L’Homme dirige-t-il encore son destin ?
Comme des vieux peuvent être toujours jeunes – suivez mon regard –, j’ai ressorti de ma bibli une « vieillerie » de 1976, autant dire un demi-siècle, dont l’actualité se révèle des plus criantes, sous le titre : Sauver l’humain autrement plus tranchant que l'incantatoire et débile “Sauver la planète”. Son auteur, Édouard Bonnefous (mort en 2007), fut ministre sous la IVe République, sénateur, vice-président de la Gauche démocratique, etc. et membre de l’Académie des sciences morales et politiques, ce qui n’a en rien empêché sa clairvoyance quant aux grands thèmes qui traversent notre « modernité ». Tout y passe, ou presque, de nos problèmes et préoccupations actuelles : démographiques et écologiques – les deux étant liées –, politiques et culturelles au sens large, incohérences des pouvoirs étatiques. Ci-dessous donc, le premier chapitre de ce livre remarquable par sa vision du monde et les sombres perspectives qui ont aujourd'hui rejoint notre réalité. gp
L’Homme dirige-t-il encore son destin ? par Édouard Bonnefous ✝︎
La crise du monde actuel pose le problème de la défense de l'humain.L'homme du xxe siècle est menacé de perdre la maîtrise de son destin, car il se sent dépassé, incapable d'obtenir les changements qu'il souhaite. Certains disent que cet homme est malade de la démesure. Je dirai surtout qu'après avoir voulu déifier la science, il prend conscience de son impuissance à pouvoir faire le tri entre ce qu'elle a apporté de positif et ce qu'elle contient de redoutable. Tel est le danger qui nous menace : une civilisation dominée par une catégorie d'hommes, interprètes de cette science déifiée.

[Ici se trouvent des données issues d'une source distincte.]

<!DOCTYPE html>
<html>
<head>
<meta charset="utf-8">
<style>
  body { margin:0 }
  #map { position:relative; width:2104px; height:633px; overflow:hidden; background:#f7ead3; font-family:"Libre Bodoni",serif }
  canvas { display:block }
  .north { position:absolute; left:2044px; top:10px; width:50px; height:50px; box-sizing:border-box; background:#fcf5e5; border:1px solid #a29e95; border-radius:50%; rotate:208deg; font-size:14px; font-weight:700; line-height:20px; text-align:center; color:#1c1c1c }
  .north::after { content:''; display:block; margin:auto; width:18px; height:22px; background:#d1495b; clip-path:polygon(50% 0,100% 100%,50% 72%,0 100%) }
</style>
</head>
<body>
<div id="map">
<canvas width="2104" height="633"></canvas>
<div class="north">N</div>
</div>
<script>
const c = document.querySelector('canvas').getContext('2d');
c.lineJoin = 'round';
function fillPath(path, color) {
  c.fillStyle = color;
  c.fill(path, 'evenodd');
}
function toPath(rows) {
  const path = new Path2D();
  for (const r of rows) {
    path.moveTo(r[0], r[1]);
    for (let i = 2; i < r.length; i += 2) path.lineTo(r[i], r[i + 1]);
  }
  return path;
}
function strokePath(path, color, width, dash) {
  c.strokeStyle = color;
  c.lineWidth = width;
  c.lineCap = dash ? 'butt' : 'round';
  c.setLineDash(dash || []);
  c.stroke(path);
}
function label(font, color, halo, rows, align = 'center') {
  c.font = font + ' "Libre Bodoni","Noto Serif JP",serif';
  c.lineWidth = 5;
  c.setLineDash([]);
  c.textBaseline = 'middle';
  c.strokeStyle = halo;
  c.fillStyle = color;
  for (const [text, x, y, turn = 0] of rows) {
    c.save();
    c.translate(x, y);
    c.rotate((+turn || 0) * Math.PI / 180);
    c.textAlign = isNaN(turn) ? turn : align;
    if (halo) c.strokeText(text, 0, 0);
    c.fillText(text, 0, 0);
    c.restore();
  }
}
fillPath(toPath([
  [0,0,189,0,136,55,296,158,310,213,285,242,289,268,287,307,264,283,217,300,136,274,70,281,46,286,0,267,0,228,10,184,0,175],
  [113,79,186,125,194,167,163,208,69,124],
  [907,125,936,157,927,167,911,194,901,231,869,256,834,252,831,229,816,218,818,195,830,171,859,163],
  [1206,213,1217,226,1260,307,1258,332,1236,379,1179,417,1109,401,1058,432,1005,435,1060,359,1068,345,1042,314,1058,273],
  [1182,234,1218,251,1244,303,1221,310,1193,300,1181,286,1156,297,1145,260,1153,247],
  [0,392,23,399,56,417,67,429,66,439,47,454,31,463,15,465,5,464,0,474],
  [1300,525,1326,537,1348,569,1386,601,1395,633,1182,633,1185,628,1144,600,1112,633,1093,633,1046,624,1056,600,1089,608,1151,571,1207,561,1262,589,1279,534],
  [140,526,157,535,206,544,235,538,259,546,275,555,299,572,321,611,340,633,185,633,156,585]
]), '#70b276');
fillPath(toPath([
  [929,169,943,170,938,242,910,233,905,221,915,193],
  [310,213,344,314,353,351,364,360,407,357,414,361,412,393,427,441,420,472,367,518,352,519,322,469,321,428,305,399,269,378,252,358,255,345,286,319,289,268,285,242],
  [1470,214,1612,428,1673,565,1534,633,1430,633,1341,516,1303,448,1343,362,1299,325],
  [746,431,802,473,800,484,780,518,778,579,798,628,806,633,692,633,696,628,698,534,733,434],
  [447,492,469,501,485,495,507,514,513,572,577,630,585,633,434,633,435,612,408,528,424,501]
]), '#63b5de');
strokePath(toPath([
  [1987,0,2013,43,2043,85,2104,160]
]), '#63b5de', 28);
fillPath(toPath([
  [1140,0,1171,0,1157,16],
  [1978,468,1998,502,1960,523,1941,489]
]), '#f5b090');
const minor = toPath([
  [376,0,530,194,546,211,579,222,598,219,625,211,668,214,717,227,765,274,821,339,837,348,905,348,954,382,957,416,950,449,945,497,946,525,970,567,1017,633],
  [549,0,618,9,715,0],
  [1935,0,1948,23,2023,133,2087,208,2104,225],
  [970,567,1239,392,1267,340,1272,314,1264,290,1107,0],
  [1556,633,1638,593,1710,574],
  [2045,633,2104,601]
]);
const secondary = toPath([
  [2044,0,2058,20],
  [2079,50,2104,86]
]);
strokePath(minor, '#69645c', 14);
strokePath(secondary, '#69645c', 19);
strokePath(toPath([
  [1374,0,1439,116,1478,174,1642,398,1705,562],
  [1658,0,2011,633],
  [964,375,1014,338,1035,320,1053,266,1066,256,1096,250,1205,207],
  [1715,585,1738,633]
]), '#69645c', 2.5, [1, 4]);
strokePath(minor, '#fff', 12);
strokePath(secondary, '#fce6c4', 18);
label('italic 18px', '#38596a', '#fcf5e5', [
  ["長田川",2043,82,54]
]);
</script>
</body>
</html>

Nous touchons au drame du monde actuel, dénoncé par Galbraith ; un monde dans lequel le peuple est consulté formellement sur des grands principes alors qu'il se trouve dans l'impossibilité de faire entendre sa voix sur des décisions capitales qui pèseront sur la vie quotidienne.
Les gouvernements qui passent, les parlements dont on se passe, la gestion assurée par une classe nouvelle qui, dans les entreprises et les administrations publiques, détient la réalité du pouvoir: la technocratie. Elle est composée d'hommes imbus d'une supériorité qu'ils s'attribuent, avides d'une puissance incontrôlée dont l'autorité est d'autant plus redoutable qu'elle est anonyme. Ils refusent toute discussion.

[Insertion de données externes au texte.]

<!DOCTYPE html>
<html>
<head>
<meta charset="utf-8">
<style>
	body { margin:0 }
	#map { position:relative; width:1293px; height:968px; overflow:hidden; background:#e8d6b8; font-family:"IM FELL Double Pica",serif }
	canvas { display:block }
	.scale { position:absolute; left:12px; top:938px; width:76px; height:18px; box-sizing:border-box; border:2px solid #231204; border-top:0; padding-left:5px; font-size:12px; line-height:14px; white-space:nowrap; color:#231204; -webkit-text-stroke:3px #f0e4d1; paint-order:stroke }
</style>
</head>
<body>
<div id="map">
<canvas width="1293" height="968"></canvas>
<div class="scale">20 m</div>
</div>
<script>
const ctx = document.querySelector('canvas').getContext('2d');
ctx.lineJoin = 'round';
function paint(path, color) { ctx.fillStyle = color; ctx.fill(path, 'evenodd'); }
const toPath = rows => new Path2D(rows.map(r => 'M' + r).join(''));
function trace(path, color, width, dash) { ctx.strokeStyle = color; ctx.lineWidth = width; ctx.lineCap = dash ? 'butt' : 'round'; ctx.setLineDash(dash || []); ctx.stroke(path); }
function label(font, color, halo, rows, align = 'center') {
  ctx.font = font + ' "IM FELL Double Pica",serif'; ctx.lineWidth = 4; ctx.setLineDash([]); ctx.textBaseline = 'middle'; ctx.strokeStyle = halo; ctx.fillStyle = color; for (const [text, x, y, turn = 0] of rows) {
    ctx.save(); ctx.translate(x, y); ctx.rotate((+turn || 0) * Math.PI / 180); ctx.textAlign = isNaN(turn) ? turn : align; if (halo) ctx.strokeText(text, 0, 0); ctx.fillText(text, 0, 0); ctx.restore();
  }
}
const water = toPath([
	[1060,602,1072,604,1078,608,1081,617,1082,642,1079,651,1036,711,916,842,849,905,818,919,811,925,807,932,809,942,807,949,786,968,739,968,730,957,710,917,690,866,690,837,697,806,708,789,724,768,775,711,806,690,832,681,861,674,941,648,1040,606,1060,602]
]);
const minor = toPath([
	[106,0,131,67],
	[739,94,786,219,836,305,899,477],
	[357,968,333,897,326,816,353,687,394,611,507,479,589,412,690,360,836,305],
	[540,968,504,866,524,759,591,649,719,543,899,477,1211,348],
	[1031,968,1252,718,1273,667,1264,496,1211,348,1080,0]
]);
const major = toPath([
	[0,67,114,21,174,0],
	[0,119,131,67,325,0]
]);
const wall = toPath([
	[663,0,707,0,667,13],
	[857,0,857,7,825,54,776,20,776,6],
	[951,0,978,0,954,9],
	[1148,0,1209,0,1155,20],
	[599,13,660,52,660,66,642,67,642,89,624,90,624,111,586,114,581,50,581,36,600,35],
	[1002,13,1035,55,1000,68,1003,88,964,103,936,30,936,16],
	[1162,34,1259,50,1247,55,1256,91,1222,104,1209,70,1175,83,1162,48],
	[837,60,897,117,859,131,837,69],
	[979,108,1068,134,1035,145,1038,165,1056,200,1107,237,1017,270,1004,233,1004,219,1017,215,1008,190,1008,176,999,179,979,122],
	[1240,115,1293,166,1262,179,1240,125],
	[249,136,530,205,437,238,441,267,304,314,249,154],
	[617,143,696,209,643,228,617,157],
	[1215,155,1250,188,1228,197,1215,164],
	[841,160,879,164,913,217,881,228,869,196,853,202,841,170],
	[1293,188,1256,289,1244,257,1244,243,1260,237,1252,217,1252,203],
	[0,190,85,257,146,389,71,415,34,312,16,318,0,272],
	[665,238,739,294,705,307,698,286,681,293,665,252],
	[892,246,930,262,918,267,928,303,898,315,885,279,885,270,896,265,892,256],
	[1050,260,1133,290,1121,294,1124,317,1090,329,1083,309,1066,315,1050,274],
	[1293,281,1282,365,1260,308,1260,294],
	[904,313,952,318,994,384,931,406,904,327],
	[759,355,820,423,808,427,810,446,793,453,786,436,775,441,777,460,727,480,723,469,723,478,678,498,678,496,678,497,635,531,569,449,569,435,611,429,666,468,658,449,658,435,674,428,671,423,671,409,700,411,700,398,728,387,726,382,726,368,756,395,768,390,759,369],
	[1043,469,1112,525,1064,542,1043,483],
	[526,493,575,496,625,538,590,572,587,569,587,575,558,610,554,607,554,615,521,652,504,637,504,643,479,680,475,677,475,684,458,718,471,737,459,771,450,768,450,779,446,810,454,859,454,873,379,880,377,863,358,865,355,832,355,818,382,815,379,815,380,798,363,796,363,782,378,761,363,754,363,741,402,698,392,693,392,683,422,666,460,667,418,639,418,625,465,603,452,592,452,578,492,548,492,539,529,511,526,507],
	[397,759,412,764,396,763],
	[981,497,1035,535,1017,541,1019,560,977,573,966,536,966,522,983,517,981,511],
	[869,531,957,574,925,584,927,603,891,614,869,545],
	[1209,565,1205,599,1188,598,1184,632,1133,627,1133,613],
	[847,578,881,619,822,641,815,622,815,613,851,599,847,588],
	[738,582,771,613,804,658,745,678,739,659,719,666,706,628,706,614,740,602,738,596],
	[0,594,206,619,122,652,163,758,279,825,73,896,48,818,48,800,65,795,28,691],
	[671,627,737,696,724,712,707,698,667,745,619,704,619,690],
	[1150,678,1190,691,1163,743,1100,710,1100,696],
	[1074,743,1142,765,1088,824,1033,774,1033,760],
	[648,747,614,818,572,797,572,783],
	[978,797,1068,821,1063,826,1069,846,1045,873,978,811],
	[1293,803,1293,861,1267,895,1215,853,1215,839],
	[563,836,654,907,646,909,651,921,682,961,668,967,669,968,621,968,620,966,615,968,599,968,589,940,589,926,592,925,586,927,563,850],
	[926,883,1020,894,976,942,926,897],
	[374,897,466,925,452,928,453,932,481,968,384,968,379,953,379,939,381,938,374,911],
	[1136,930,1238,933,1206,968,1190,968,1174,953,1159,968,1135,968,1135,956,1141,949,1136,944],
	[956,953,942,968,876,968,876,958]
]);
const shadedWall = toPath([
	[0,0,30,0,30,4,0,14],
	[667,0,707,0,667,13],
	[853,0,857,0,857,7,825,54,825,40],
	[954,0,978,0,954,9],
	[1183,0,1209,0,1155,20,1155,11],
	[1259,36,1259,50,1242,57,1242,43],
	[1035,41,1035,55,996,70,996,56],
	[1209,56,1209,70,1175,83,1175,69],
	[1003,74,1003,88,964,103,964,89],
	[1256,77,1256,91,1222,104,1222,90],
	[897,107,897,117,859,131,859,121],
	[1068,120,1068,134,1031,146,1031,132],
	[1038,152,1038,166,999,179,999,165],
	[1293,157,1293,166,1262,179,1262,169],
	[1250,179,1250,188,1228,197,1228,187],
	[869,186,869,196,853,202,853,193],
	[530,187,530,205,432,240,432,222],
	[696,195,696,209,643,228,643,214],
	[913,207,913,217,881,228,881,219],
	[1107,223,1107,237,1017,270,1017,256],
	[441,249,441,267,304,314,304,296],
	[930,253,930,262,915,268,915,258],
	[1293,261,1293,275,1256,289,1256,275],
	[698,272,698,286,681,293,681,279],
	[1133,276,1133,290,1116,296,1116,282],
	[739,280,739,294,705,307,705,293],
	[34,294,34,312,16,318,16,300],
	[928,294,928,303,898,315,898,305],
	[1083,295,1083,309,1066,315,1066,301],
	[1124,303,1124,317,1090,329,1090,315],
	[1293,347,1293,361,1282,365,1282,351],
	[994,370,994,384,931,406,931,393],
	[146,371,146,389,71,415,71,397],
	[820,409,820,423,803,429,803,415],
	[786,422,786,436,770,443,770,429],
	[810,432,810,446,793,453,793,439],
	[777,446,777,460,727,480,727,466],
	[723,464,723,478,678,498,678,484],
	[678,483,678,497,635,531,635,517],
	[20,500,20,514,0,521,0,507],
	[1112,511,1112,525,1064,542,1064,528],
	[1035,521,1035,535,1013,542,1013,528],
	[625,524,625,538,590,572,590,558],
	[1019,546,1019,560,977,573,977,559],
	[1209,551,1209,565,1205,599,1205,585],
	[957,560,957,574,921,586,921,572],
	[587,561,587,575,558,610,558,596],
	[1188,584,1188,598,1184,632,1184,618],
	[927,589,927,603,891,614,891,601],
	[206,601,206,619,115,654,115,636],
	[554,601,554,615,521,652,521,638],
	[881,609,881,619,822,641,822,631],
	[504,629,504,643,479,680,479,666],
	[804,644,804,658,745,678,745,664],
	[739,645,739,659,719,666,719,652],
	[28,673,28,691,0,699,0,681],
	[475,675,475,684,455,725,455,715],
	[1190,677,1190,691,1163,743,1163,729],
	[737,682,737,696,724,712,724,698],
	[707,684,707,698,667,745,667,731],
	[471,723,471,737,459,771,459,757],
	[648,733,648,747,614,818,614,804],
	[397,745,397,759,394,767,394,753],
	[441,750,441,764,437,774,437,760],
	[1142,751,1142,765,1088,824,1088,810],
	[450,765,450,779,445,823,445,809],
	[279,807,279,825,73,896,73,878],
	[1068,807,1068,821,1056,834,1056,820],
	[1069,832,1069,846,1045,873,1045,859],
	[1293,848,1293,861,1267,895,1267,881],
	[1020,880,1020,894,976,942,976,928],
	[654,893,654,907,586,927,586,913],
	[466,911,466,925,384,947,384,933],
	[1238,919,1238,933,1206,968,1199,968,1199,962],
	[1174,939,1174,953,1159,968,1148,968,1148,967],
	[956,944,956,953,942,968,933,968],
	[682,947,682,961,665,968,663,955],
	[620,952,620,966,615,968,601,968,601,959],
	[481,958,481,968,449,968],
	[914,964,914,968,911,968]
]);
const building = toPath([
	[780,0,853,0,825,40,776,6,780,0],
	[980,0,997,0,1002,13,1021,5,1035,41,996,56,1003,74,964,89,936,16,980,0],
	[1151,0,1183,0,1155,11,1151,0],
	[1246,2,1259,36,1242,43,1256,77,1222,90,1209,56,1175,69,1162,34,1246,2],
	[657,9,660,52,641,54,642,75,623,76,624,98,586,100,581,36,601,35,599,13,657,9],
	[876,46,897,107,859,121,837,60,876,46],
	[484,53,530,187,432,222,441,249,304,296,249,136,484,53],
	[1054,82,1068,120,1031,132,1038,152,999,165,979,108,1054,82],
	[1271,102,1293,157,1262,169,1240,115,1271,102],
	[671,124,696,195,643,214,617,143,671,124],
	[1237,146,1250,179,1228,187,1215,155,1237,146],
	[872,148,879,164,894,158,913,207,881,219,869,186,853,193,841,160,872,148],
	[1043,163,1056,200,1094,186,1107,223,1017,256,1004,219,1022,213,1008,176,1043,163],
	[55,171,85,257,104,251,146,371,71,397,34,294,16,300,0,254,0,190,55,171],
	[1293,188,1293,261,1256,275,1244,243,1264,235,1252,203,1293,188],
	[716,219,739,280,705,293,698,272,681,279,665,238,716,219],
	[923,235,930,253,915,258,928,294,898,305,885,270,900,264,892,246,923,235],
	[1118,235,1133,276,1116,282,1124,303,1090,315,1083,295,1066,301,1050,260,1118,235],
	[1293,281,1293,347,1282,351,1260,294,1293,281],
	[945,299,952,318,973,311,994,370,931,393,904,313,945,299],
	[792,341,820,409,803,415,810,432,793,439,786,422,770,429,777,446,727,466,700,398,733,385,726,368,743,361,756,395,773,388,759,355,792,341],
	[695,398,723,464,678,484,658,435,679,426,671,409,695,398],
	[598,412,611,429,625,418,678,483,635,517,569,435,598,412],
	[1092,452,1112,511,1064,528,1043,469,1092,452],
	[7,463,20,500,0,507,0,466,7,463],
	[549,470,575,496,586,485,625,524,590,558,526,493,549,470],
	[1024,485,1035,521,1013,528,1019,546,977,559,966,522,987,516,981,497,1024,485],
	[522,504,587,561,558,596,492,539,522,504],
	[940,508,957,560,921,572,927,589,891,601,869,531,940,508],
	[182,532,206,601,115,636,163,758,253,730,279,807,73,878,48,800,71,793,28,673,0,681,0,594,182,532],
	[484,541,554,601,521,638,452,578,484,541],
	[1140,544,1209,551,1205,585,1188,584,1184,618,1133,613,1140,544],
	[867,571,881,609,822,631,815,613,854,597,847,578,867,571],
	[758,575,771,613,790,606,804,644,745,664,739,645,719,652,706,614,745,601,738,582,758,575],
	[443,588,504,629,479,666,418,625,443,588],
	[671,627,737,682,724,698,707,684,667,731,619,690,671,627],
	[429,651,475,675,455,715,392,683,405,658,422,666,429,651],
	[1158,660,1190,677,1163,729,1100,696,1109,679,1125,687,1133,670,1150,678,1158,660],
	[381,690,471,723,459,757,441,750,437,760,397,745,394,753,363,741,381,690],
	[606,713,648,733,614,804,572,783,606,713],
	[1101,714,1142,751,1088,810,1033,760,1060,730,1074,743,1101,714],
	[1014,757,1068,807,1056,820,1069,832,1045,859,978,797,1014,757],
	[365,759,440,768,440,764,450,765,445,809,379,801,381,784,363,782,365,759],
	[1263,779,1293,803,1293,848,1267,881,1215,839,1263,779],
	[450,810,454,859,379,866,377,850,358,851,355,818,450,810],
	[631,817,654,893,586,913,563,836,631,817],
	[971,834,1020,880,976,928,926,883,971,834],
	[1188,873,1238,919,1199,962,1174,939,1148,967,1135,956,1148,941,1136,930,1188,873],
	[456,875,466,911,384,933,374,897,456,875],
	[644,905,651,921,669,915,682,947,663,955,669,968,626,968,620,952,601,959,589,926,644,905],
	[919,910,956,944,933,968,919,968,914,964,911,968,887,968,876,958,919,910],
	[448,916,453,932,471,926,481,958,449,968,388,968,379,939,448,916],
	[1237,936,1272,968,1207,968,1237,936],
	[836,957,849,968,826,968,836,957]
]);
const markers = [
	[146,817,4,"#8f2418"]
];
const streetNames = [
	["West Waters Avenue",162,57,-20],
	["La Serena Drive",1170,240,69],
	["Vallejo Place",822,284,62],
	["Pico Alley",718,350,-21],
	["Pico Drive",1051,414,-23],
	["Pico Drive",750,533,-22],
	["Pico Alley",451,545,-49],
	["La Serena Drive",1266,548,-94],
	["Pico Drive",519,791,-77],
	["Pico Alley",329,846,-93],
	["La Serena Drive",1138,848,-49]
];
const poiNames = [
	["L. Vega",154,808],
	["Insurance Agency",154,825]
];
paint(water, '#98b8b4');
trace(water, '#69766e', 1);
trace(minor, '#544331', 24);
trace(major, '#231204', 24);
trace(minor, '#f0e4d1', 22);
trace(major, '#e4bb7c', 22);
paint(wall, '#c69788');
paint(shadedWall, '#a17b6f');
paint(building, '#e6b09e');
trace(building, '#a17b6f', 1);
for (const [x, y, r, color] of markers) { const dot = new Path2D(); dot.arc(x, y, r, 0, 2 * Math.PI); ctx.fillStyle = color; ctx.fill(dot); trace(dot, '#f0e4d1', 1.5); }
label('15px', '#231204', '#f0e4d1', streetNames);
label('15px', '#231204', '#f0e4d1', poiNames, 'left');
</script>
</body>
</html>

L'opinion s'entend répondre: « Vous ne pouvez discuter un problème que vous ne connaissez pas puisque nous sommes seuls à en posséder les données. » Quand la technicité mise en défaut perd contre l'opinion, ce qui est fréquent, l'absence de sanction couvre d'une impunité ceux qui parlaient au nom d'une technique défaillante.
Un fossé se creuse entre les citoyens et les experts ; les experts dont les affirmations tranchantes ou les déclarations lénifiantes n'arrivent plus à convaincre une opinion désabusée.
L'utilisation abusive de l'informatique et de la cybernétique portera forcément atteinte à la vie privée des citoyens et la coalition des technocrates mettra de plus en plus en cause le pouvoir démocratique en paralysant son action.
Ceux qui contestent les découvertes auxquelles nous sommes redevables d'une vie plus facile, d'une santé meilleure, d'une connaissance plus complète, commettent une erreur ; vouloir revenir aux conditions d'une vie pastorale est chimérique. Le risque de mort, menaçant des centaines de millions d'êtres humains, créé par une éventuelle guerre atomique ou les ravages que pourrait exercer l'utilisation des armes chimiques, symbolise les dangers de la science.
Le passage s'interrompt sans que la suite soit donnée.